This invention relates to methods and apparatus for determining the composition of subterranean formations and of materials in boreholes traversing such formations; and in particular to such methods and apparatus using spectral analysis of nuclear radiation emanating from the formations and materials.
In nuclear well logging, fast (14 MeV) neutrons are used to bombard the formation adjacent a borehole. Inelastic and capture gamma radiation resulting from interactions between the neutrons and the formation constituents are detected and recorded. Spectral analysis is then used to determine from the recordings the constituents of the formation and borehole. Thus, as described in U.S. Pat. No. 3,521,064 to Moran et al, the detected gamma ray spectrum for a formation of interest is compared with a composite spectrum made up of standard spectra of the constituents postulated to be present in the formation, each standard spectrum being weighted by a corresponding coefficient. The weighing coefficients of the standard spectra are calculated to give a best fit of the composite spectrum to the detected spectrum. These best fit coefficients represent the relative contributions of the corresponding constituents to the total gamma ray spectrum, and they are functions of the relative abundances of those constituents in the formation. Appropriate selection of the standards to be included in the analaysis enables the relative proportions of the constituents of interset, such as carbon, oxygen, chlorine and hydrogen, to be obtained and the desired information regarding oil content to be derived.

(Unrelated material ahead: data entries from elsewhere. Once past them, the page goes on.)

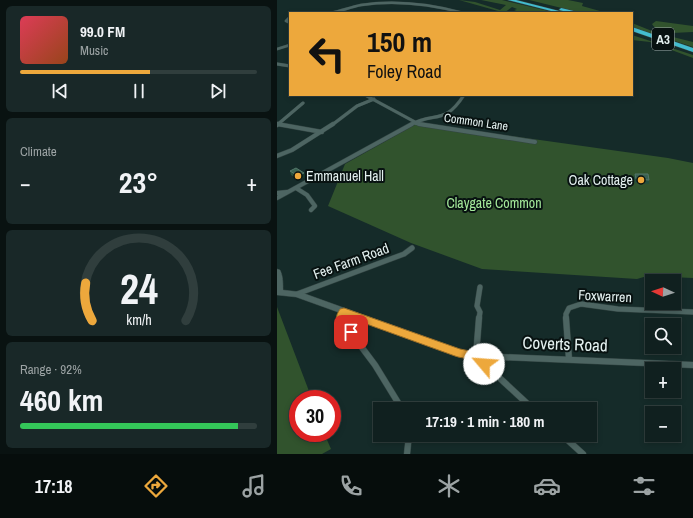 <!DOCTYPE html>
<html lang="en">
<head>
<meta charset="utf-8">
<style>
	body { margin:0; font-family:"Archivo Narrow",sans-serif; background:#192828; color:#f1f3f6; height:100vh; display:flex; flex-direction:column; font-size:15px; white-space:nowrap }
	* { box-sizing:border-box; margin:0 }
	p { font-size:13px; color:#9ca3a4 }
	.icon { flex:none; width:22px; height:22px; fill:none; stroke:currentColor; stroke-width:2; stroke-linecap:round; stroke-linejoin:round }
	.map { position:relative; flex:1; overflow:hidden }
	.side { display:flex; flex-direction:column; gap:6px; padding:6px; background:#091211; width:277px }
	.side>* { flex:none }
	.hud { position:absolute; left:12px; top:12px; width:344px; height:84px; border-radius:0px; box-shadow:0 2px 6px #0003,0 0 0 1px #303e3d; background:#eda83c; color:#111; overflow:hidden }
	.needle { width:26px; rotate:273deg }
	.tools { position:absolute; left:368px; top:274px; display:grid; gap:8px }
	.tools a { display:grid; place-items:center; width:36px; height:36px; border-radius:0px; background:#10201f; box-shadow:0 2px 6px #0003,0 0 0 1px #303e3d; font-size:20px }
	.speed { position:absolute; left:12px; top:390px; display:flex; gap:8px; font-size:20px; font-weight:700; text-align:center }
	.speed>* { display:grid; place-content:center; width:52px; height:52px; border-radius:50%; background:#10201f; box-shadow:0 2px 6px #0003,0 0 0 1px #303e3d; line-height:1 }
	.speed .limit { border:6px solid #d22; background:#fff; color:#111 }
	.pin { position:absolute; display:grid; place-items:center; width:34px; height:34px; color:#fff; margin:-17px; border-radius:8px; box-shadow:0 2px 6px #0006 }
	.me { position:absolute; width:44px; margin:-22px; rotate:297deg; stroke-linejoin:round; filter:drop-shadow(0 0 3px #0008) }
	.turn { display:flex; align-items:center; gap:14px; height:84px; padding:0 12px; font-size:18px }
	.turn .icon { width:52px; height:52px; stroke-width:2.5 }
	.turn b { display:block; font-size:28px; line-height:34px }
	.big { font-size:30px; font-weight:800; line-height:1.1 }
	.side .tile { flex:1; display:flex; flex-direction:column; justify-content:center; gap:6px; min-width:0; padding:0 14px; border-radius:6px; background:#192828 }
	.side .dial { align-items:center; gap:0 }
	.dial svg { height:104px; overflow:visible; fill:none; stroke:#303e3d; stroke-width:7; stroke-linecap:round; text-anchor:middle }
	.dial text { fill:#f1f3f6; stroke:none }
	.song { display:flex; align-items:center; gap:12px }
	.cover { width:48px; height:48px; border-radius:6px; background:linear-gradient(135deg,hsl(350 70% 55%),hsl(20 70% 35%)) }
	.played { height:4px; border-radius:2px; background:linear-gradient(90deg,#eda83c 55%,#303e3d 55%) }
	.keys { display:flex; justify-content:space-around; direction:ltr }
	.heat { display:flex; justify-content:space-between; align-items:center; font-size:22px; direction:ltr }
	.charge { height:6px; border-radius:3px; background:linear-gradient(90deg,#34c759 92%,#303e3d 0) }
	.trip { position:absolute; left:96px; top:402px; width:224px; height:40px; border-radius:0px; background:#10201f; box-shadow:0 2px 6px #0003,0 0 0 1px #303e3d; font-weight:800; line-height:40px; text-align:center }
	.tabs { display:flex; height:64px; justify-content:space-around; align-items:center; background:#060d0c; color:#9ca3a4 }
	.tabs .icon { width:28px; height:28px }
	.tabs .selected { color:#eda83c }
	.tabs b { font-size:18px; color:#f1f3f6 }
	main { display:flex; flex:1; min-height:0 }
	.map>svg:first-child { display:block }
</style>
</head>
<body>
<main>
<section class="side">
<div class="tile">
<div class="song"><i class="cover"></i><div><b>99.0 FM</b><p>Music</p></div></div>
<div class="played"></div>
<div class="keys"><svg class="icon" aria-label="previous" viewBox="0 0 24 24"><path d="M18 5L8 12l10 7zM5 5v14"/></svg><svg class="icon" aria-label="pause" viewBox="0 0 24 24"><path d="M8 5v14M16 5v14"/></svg><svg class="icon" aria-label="next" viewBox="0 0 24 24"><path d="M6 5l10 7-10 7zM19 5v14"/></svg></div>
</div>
<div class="tile"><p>Climate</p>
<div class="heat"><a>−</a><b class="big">23°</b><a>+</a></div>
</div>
<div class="tile dial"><svg viewBox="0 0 100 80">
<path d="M14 69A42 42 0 1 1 86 69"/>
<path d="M14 69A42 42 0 0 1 9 40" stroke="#eda83c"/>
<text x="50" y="56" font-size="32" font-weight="700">24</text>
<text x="50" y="72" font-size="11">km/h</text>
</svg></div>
<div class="tile"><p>Range · 92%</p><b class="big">460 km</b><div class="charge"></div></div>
</section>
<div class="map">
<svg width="416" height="454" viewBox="0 0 416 454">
	<rect width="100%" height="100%" fill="#152b29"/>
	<path fill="#31532d" d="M182 0 198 2 223 10 229 5 204 0H225L280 13H244L237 10 240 9 235 7 227 13H220L221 11Z
		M252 0H291L306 3 305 6 330 13H305Z
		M379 21 416 26V32L395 33 393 31C387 30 378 30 375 24Z
		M355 23 380 33 416 42V47L355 27Z
		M355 35 416 55V58L373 42 355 40Z
		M141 123 391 158 416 163V278L370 276 360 279 205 269 134 243 51 206 68 164Z
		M0 307 35 399H21V433H47L54 449 45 454H0Z"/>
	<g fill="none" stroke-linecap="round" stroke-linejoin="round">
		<g stroke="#334543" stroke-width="3">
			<path id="street-far4" d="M54 13C64 11 74 7 84 5 118 0 153 4 186 13
				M13 17 9 21 13 23
				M0 49 13 45"/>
		</g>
		<g stroke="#334543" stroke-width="3.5">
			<path id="street-far3" d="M0 64 13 66
				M88 95 138 122
				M136 123 148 125
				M0 124 5 125
				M0 125 26 103
				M55 125 80 106 97 99
				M133 125C158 111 167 126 187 95"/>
		</g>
		<g stroke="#334543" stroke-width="5">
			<path id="street-far2" d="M0 124 45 132
				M142 124 258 142
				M0 125 1 124
				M0 156 15 150 56 124
				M19 188 30 195 38 206 34 210
				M0 193 10 192
				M0 198 135 124"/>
		</g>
		<g stroke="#334543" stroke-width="6">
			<path id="street-far1" d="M20 294 127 254 135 248
				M65 319 67 311
				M202 319 203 312 200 306 203 287
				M289 319V314L292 308 304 304 341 309 416 312"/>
		</g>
		<g stroke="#334543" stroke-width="7">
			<path id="street" d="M65 318V321L98 365 125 409
				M289 318 292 359
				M199 356 416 365
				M199 356 256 409
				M199 356 202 318
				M285 435 306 454
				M130 454 132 435"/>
		</g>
		<g stroke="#334543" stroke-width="1">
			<path id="secondary" d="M0 269 3 270C6 276 6 283 6 290L23 292 184 350 202 354 204 356 202 358 199 359 183 356 19 297 0 295Z"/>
		</g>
		<g stroke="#334543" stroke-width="1">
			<path id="highway" d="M231 0H239L290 13H282Z
				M284 8 301 12V13H294L282 10Z
				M355 27 416 48V52L355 31Z"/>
		</g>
		<use href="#street-far4" stroke="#4d6562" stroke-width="2.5"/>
		<use href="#street-far3" stroke="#4d6562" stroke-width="3"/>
		<use href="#street-far2" stroke="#4d6562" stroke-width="4"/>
		<use href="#street-far1" stroke="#4d6562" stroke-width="5"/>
		<use href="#street" stroke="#4d6562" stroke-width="6"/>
		<use href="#secondary" fill="#4d6562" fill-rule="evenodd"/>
		<use href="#highway" fill="#43bcce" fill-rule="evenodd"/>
	</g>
	<path fill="#244f3e" d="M13 171 28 177 22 180 14 175Z
		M358 174 372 180V184L358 183 357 178Z"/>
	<path fill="#16392e" d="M27 173 28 177 22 180 21 176Z"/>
	<path fill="#396151" stroke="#54776a" d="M19 168 27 173 21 176 13 171Z
		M358 174H371L372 180 359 179Z"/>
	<path fill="#eda83c" stroke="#9a6d27" d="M67 308 183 349 203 353 213 364 211 367C202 370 201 363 194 360 190 358 183 358 178 356L70 317 71 320 79 332 77 335C69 337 57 324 60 315 60 314 63 309 63 309Z"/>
	<g fill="#eda83c" stroke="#081211" stroke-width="1.5">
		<circle cx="21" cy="176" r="4"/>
		<circle cx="364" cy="180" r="4"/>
	</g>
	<g text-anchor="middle" stroke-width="4" stroke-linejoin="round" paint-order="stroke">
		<g font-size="12" fill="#e4f1f0" stroke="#081211">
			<text transform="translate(199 122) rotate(8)" y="4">Common Lane</text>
		</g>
		<rect fill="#081211" stroke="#a2aead" stroke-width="1" x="375" y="28" width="22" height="22" rx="3"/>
		<g font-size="13" font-weight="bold" fill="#e4f1f0">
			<text x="386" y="44">A3</text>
		</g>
		<g font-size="14" fill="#e4f1f0" stroke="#081211" text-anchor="start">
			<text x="29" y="181">Emmanuel Hall</text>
			<text x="356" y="185" text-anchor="end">Oak Cottage</text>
		</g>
		<g font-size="14" fill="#a4e99a" stroke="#081211">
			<text x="217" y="208">Claygate Common</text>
		</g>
		<g font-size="14" fill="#e4f1f0" stroke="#081211">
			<text transform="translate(74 261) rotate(-20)" y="5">Fee Farm Road</text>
			<text transform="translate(328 296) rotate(3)" y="5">Foxwarren</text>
		</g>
		<g font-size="17" fill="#e4f1f0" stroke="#081211">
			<text transform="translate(288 344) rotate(2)" y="6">Coverts Road</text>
		</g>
	</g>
</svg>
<div class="tools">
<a><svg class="needle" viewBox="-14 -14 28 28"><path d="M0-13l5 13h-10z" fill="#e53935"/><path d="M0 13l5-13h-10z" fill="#9ca3a4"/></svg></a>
<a><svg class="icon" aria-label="search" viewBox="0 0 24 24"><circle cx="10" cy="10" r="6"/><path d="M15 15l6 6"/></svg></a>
<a>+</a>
<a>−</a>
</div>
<div class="speed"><div class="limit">30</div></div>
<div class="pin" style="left:74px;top:332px;background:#d93025"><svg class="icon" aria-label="arrive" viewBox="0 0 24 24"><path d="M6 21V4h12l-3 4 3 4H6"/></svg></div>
<svg class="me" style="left:207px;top:364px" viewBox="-20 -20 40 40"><circle r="19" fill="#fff"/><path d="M0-13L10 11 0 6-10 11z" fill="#eda83c"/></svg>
<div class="trip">17:19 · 1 min · 180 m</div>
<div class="hud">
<div class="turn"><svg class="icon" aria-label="left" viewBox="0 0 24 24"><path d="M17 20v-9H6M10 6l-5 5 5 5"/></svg><div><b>150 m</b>Foley Road</div></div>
</div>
</div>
</main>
<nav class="tabs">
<b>17:18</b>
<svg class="icon selected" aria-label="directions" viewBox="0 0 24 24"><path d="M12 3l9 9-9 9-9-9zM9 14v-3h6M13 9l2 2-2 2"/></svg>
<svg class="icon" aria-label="music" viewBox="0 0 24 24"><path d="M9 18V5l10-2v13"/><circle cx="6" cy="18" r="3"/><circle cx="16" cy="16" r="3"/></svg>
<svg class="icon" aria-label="phone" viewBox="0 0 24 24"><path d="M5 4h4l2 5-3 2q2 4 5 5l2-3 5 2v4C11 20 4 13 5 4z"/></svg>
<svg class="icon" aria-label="climate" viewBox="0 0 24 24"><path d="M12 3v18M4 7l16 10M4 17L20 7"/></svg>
<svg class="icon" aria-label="car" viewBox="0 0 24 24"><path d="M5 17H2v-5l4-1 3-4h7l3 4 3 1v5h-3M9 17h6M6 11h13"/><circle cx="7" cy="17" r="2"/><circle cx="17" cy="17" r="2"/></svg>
<svg class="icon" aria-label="filters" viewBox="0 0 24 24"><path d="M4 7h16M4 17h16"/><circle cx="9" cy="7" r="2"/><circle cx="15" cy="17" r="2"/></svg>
</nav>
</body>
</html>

In order to penetrate the subterranean formation the fast neutrons must pass through the fluid contents of the borehole before entering the formation. The resulting borehole contributions to the inelastic and capture gamma ray spectra significantly complicate the analysis of the formation composition. One way of accounting for these contributions is to claibrate the logging tool in a reference borehole having known borehole contents and formation compositions. However, this requires a large number of calibration measurements. Also laboratory conditions do not necessarily reflect the real composition of the contents of the borehole, so inaccuracies can result in the constituent proportions obtained from the spectra matching process.
Taking more accurate account of the composition of an individual borehole's contents would enable more accurate information to be obtained concerning the constituents of the earth formations surrounding a borehole. Although the composition of the contents of the borehole may be determined with other logging tools, the use of the logs from such tools to correct the spectral analysis results requires accurate recording of the measurements and of the corresponding positions along the borehole. Separate borehole passes may be required for each measurement, contributing further to errors which arise from merging the data to assure depth correspondence. Each additional log requires additional expense and delay and contributes further errors.

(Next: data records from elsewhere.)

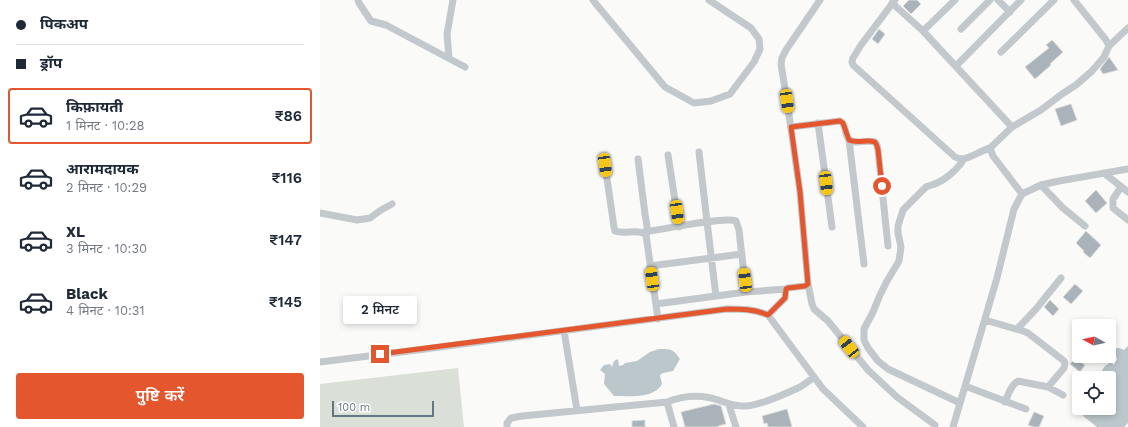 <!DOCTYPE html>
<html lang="hi">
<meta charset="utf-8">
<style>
body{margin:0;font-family:"Work Sans","Noto Sans Devanagari",sans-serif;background:#f2f2f3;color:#1f2937;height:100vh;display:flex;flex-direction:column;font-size:15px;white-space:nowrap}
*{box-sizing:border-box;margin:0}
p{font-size:13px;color:#747a83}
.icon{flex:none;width:22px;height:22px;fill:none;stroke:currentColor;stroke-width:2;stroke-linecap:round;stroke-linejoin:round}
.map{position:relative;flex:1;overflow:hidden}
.panel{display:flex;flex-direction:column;background:#fff;width:320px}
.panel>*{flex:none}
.hud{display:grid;align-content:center;height:88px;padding:0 16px;background:#fff}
.needle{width:26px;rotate:278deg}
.controls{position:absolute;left:752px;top:319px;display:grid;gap:8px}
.controls a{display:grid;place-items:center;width:44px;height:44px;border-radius:4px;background:#fff;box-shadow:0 2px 6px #0003;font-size:20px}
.scale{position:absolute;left:12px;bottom:10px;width:102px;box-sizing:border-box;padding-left:4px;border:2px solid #657683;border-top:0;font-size:11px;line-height:14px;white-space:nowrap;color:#657683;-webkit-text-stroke:3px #fff;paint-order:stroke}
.end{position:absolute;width:18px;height:18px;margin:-9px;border:5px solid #e4572e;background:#fff;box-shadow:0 0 0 2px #fff}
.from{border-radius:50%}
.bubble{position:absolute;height:28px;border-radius:4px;background:#fff;box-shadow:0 2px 6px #0003;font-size:13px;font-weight:600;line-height:28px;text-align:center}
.car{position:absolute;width:12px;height:24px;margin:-12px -6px;border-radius:5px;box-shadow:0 0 3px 1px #0007;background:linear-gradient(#f5c518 24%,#345 0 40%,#f5c518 0 76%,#345 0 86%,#f5c518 0)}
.hud b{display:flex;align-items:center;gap:14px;height:38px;font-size:15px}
.hud b+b{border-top:1px solid #e0e1e3}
.hud i{width:10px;height:10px;background:#1f2937}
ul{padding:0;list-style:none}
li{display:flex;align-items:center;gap:12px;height:56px;margin:0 8px 6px;padding:0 8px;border:2px solid transparent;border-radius:4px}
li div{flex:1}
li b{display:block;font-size:15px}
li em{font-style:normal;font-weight:600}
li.on{border-color:#e4572e}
li>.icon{width:36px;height:36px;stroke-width:1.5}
.button{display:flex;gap:8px;margin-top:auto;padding:8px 16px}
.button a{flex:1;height:46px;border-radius:4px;background:#e4572e;color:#fff;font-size:16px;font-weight:600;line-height:46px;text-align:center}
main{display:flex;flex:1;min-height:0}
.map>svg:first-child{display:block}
.green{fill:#dadfd7}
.water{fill:#bbc7cb}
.building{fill:#aab3b9;stroke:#dcdcda}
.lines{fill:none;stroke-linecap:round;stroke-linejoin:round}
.minor{stroke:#c3c8cc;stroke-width:7}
.route{stroke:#e4572e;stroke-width:5}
</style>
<main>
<section class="panel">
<div class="hud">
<b><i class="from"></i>पिकअप</b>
<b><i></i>ड्रॉप</b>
</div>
<ul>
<li class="on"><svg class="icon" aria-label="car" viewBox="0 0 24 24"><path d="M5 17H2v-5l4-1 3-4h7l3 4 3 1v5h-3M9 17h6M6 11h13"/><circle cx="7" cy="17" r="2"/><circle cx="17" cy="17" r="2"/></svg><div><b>किफ़ायती</b><p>1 मिनट · 10:28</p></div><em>₹86</em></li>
<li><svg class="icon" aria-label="car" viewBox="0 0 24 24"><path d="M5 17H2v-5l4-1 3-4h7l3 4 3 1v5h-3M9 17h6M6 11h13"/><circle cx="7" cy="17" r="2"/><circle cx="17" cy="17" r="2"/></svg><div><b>आरामदायक</b><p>2 मिनट · 10:29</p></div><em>₹116</em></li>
<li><svg class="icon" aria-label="car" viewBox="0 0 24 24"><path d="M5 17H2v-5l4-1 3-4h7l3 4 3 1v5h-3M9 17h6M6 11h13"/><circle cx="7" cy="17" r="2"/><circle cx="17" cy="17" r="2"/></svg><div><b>XL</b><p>3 मिनट · 10:30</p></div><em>₹147</em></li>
<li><svg class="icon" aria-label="car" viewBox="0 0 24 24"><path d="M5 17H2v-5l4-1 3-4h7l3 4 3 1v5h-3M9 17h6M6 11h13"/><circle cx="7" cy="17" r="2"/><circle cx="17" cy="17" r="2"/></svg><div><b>Black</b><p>4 मिनट · 10:31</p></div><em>₹145</em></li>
</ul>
<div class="button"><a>पुष्टि करें</a></div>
</section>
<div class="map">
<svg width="808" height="427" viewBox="0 0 808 427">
<rect width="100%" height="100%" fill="#fafaf8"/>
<path class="green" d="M138,368L144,427H0V384Z"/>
<path class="water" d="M808,346V423L804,427H777L763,416L765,408H789V378H777L785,366L791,362L794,365L797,359L794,352V348H799L804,350Z
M339,349C351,349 353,349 360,359L353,371L343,373L340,375L342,384C334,399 309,396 294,396L284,384L285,374L280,370L284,365L290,364L292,367L294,361L298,359L299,366L303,365L305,363L317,361L330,352Z"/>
<path class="building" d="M589,0H597L601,4L591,14L583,6Z
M559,29L565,34L558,44L552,39Z
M732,40L743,52L730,64L731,65L715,79L705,67L729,48L726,45Z
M789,57L798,70L783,74L780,69Z
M751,104L757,120L741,126L735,109Z
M776,190L787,203L776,213L765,201Z
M766,231L781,245L770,258L763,252L764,251L756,243Z
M755,284L763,291L751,304L743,297Z
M730,300L739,309L733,316L724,307Z
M755,358L765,365L760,372L750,364Z
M394,404L401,406L406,424L398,426V427H365L361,412Z
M467,409L472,427H448L447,423L444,424L442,416Z
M714,412L724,416L719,427H714L708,425Z
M325,420V427H312V421Z"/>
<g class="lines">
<path class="minor" d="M38,0L39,3L51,21L66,25L145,67
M273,0L276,4L345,87L374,103L391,101L410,94L434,62L440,49L439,39L431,28L389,0
M575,0L541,45L533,58L532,62L533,65L635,157C646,163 658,151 670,148
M678,0L690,12
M572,3L603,31L692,127
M641,29L670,0
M603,31L635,0
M789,46L808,28
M681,52L734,0
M129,58L127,34L133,0
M636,66L701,0
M498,123L512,227
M471,127L520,121C528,125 523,136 530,140C536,145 547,139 555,142L557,145L558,150L568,246
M529,140L544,264
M379,152L387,222L396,296
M348,155L359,227
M318,159L325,214L328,232
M285,165L294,227L295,231C305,235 318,228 326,235L338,319
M784,173L808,192
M721,185L743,208L765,226
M801,187L793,199V208L808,220
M702,194L673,156L670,148L692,127L721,110L742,94L756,85L772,71L784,57L789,46L786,40L754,0
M0,213L37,220L44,219L50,218L61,210L72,204
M324,232C340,230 405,216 416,221L419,230L426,292
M330,266L422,254
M488,284L492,304L494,309L508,321L548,370L577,397L615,425
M336,304L426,292L466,289L468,288L485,286L488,284L480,192L467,101L461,64L462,58L466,50L500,0
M448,315L465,298L466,289
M665,320L703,331L708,333L744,361L745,363L744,368L728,387
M697,329L716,309L741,278
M244,331L257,410
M0,362L105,349L407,309C421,309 434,309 448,315L503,389L543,427
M645,386L706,409
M347,402L354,427
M685,402C688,395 691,385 698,381L728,387L743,395
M640,403L568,369L558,361L548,348L544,340V329L553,312L560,295L567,281L579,261L581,247L578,233V226L583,210L606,187C610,185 613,185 617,183C626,179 639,168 643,160
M409,405L416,427
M187,427V423L191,418L202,416L347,402C363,396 381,394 398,400C407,403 415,407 425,406C439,406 465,394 478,388C484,385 489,381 494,377
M633,427L677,278L694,209L702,194L721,185L739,181L808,169"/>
</g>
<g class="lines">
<path class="route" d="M60,354L407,309C421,309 434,309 448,315L465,298L466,289L468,288L485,286L488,284L480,192L471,127L520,121L523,123L529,140C537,144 546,139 555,142L557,146L558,150L562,186"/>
</g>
</svg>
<div class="controls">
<a><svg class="needle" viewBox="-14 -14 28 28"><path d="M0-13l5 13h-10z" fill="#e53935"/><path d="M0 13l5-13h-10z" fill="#747a83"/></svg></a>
<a><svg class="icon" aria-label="locate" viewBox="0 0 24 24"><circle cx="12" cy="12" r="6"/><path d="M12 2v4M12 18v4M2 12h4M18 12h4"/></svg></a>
</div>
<div class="scale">100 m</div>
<i class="end from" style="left:562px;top:186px"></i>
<i class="end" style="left:60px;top:354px"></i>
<div class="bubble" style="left:23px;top:296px;width:74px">2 मिनट</div>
<i class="car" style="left:467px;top:101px;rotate:172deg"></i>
<i class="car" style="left:285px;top:165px;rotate:172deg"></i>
<i class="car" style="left:506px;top:183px;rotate:173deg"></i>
<i class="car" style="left:357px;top:212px;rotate:172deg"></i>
<i class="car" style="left:332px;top:279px;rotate:352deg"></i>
<i class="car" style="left:425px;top:280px;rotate:353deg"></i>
<i class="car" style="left:529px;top:347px;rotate:322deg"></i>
</div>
</main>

U.S. Pat. No. 4,507,554 to Hertzog and Nelligan, assigned to the assignee of this application, discloses a method of determining the composition of the borehole material in which an inelastic spectrum is recorded during the neutron burst and two capture spectra are obtained in respective timer periods following the burst; one shortly after the burst and a second a much longer time after. The recorded spectra are analysed as described above using sets of standard spectra specific to each time period. It is assumed that the earlier of the two capture spectra contains information about both the borehole and the formation, whereas the later capture spectrum contains information only, or at least primarily, about the formation. Accordingly, the difference between the constituent analyses derived from the capture spectra is taken to indicate the composition of the borehole. This technique has the disadvantage that the time period between successive neutron bursts may be relatively long, to allow the radiation emanating from the borehole constituents to subside sufficiently before the second capture spectrum is recorded. Consequently the logging speed must be relatively low, or alternatively poor depth resolution of the logs must be accepted. In addition, the assumption of little or no borehole contribution to the second capture spectrum is only an approximation, and thus does not necessarily reflect the real environment in which the spectral measurements are made.
It is an object of this invention to provide an improved method and apparatus for determining borehole and formation constituents.